» **What the task asks**
Where a line in the records below includes "dash", pull that line out.
+++++
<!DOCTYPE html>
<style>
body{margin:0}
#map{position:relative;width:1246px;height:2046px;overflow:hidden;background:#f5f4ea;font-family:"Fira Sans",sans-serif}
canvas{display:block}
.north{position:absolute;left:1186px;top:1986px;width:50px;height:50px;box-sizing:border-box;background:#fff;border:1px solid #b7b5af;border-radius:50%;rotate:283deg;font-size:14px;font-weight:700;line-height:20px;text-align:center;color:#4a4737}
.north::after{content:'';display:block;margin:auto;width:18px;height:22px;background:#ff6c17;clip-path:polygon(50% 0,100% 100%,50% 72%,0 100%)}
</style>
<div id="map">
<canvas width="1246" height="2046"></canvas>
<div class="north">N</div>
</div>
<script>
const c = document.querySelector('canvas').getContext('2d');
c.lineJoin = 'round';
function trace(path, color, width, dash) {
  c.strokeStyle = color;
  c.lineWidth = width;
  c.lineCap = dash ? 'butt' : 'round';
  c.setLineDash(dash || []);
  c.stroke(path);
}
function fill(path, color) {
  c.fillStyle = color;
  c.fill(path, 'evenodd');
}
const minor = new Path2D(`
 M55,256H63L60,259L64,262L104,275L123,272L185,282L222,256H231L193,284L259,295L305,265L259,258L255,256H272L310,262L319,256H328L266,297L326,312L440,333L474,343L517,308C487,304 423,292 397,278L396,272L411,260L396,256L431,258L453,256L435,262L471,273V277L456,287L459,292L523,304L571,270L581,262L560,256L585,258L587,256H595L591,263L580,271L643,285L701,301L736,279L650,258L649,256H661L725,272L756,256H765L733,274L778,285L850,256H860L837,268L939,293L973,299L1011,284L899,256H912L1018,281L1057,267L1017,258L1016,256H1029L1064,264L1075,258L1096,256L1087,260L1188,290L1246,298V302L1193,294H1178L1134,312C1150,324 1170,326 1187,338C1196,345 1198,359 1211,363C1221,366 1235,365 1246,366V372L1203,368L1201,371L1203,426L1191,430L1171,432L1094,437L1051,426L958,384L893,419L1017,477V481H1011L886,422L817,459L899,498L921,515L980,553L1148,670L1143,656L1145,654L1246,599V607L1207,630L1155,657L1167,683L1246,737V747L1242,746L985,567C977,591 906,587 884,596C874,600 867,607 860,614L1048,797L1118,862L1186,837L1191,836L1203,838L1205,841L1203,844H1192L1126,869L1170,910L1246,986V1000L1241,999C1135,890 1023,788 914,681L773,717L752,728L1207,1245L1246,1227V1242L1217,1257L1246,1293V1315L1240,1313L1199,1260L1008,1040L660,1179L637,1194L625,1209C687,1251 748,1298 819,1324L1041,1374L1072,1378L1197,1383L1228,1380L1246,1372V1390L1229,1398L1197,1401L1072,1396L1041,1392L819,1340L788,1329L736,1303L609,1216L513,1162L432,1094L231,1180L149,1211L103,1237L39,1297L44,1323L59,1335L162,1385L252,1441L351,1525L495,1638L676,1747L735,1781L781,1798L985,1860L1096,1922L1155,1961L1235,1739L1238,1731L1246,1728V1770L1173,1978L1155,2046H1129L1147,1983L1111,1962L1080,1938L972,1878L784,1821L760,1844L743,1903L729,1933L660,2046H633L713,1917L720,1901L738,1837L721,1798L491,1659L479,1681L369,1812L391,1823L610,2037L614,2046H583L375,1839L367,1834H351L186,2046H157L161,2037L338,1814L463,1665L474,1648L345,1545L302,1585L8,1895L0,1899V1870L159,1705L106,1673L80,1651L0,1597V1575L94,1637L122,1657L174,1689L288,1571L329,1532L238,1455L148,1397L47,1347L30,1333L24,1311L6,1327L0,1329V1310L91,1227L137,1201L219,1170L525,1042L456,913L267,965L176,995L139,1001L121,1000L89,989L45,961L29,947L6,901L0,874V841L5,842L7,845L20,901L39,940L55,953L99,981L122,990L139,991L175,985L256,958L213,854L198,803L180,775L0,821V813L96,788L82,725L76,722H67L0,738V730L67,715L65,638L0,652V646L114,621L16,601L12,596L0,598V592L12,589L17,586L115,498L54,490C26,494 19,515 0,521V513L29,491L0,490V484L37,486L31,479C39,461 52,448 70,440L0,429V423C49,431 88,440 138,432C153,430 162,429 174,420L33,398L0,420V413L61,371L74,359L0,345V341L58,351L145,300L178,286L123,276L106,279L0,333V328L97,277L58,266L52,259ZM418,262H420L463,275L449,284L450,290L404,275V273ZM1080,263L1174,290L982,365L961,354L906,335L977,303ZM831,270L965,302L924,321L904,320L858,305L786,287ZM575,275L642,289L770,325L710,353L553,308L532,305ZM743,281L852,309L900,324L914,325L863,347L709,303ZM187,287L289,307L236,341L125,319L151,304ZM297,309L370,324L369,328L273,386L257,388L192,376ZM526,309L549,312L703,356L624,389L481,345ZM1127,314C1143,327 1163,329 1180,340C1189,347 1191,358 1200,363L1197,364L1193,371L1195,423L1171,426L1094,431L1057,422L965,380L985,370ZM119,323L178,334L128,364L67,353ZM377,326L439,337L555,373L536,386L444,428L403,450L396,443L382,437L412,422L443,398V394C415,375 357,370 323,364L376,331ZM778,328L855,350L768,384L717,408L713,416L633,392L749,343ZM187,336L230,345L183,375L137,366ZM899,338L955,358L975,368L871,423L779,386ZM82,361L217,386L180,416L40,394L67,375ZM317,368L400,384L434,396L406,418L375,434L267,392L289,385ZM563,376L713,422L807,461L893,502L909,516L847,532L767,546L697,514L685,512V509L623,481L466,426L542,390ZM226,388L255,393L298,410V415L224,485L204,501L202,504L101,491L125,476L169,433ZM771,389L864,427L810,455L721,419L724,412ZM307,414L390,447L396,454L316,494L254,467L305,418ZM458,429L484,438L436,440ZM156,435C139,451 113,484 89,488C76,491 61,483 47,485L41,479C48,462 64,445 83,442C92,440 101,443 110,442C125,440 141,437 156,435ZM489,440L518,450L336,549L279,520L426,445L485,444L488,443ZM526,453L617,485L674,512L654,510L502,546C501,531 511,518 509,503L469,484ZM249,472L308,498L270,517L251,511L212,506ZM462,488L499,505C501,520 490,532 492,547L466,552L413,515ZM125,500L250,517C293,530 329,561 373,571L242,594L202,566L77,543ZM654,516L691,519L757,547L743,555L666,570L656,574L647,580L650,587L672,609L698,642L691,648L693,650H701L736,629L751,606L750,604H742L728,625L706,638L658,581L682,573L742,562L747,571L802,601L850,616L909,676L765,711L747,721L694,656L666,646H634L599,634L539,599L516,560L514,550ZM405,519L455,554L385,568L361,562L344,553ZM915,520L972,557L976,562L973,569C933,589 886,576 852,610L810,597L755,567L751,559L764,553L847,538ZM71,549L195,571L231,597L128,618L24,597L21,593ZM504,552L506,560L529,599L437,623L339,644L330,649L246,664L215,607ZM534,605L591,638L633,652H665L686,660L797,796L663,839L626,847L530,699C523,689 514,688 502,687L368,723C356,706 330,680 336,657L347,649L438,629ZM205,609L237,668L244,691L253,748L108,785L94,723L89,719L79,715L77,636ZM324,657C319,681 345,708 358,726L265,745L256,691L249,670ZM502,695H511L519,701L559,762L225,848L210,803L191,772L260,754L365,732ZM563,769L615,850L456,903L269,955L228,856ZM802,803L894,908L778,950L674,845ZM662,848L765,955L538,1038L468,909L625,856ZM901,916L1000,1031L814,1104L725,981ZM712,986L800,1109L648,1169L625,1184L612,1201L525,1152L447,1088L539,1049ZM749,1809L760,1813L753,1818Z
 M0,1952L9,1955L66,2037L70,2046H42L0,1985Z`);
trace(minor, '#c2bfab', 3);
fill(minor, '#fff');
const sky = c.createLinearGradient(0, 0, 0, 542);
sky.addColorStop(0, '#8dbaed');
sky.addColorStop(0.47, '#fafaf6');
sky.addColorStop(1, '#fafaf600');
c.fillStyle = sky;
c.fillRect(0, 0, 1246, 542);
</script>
+++++
» **Problem solution**
function trace(path, color, width, dash) {
  c.lineCap = dash ? 'butt' : 'round';
  c.setLineDash(dash || []);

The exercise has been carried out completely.